Friendliness, humility, courage, taking responsibility…sounds refreshing, doesn’t it?
Thank you for reading!
Here’s a quote I picked up in Michigan when Juan and I were visiting the north peninsula:
We’re all a quarter turn away from where we want to be.
Just a small adjustment, a slight fine-tuning. A mere quarter turn? No way, I thought, a catchy thing to say, but in reality not that easy.
Then today I accidentally did it! I discovered I was just a quarter turn away from where I wanted to be. I made an adjustment and a big arc opened up, Smoother, less effort, more power. The type of change that if only I had known about it from the beginning so many things would be so much easier.
I am talking about my golf club grip. OK, if you are not a golfer, bear with me: The grip is the way one's hands clasp the golf club. The correct grip gives your golf swing more strength and accuracy. Over time mine had gradually shifted to a more comfortable (lazier) grasp but as a result my strokes had become increasingly terrible, hacking and topping the ball, and this made playing more and more frustrating.
So this morning I took just a 30-minute lesson from a pro and with one small adjustment my drives, pitches and chips (different lengths of a stroke) are better. And what’s funny is that I’d prepared for the lesson by dissecting my golf challenges into nine different questions, thinking that each would need a separate answer. Nope, all nine questions taken care of with one solution: My grip.

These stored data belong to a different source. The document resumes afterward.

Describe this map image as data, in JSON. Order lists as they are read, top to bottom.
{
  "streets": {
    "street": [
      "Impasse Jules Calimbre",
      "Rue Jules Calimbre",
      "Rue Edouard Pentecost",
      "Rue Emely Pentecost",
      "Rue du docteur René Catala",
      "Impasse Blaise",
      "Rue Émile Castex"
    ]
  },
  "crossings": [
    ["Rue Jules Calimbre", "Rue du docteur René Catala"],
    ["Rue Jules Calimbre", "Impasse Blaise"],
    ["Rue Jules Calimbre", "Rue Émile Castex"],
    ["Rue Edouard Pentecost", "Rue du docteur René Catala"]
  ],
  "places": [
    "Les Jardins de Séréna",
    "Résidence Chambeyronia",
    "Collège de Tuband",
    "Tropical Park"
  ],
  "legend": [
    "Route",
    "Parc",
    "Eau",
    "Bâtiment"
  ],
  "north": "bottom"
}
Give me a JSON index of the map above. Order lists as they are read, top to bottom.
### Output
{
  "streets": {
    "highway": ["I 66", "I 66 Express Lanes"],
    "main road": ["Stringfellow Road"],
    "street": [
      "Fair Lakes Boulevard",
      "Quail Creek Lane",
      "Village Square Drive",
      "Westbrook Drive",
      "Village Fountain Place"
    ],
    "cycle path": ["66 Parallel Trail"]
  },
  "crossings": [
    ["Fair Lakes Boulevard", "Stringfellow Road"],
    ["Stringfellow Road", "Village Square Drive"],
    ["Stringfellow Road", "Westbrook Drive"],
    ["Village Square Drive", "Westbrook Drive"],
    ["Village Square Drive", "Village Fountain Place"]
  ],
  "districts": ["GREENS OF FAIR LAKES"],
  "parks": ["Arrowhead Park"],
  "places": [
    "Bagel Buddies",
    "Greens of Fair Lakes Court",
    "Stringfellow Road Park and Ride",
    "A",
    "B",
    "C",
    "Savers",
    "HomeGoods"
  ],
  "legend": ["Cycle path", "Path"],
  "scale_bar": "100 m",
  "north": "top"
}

I’m trying out a similar single-shot, quarter-turn adjustment with my writing routine. Last week’s newsletter came out after an unintentional 5-week break when other obligations got in the way. In searching for a solution to try to avoid this happening in the future I came across a practice called Morning Pages by Julia Cameron, author of The Artist's Way. Cameron claims that the bedrock of creativity is a daily practice of writing three pages every morning by longhand. There are no rules. You can be whiny, get stuff off your chest, bubble with blessings or nothing at all — it’s stream of consciousness and anything goes. So far, I really like it. Because it turns out you can’t really write about nothing for three pages. Or, as Cameron writes: "The second page-and-a-half comes harder, but often contains pay dirt."
So, I’m not sure this is pay dirt but here’s a bit from a Morning Page, the new quarter-turn exercise I’m trying.
I’ve often felt pressure that mastery needs to be the goal of activity but recently I’ve been freed by the idea that an activity could simply be exposure to a new experience. As an example, Murray in Boston (older senior now retired, 30 years and counting) told me that he’d just returned from a language school in Aix en Provence where he took French classes for two weeks. He’d go to class in the mornings, lunch with classmates, take a nap, do homework and then try out a different restaurant every night for dinner — all for the fun of being in a new place and learning a language. He said offhandedly, “Maybe next year I’ll go to Lisbon and learn some Portuguese.” His motive is simply to have some experiences, not mastery.
I love this idea of not getting caught with unfinished business. For example I’ve always thought that I need to return to some activities and skills because I’d gotten rusty, such as playing the piano or speaking Spanish. Yet, mastery is a high standard and takes prioritizing with time and practice, which means I put them off for “some day when I have more time.” This idea of simply trying things out has opened up a whole new world of permission: Instead of rewarming my Spanish, I could learn German or Arabic! Instead of restarting the piano, I could take lessons to play a guitar or recorder. You know they’ll be complementary somehow… wouldn’t it be fun to find out how.
Perhaps you’re just a quarter turn away from where you want to be?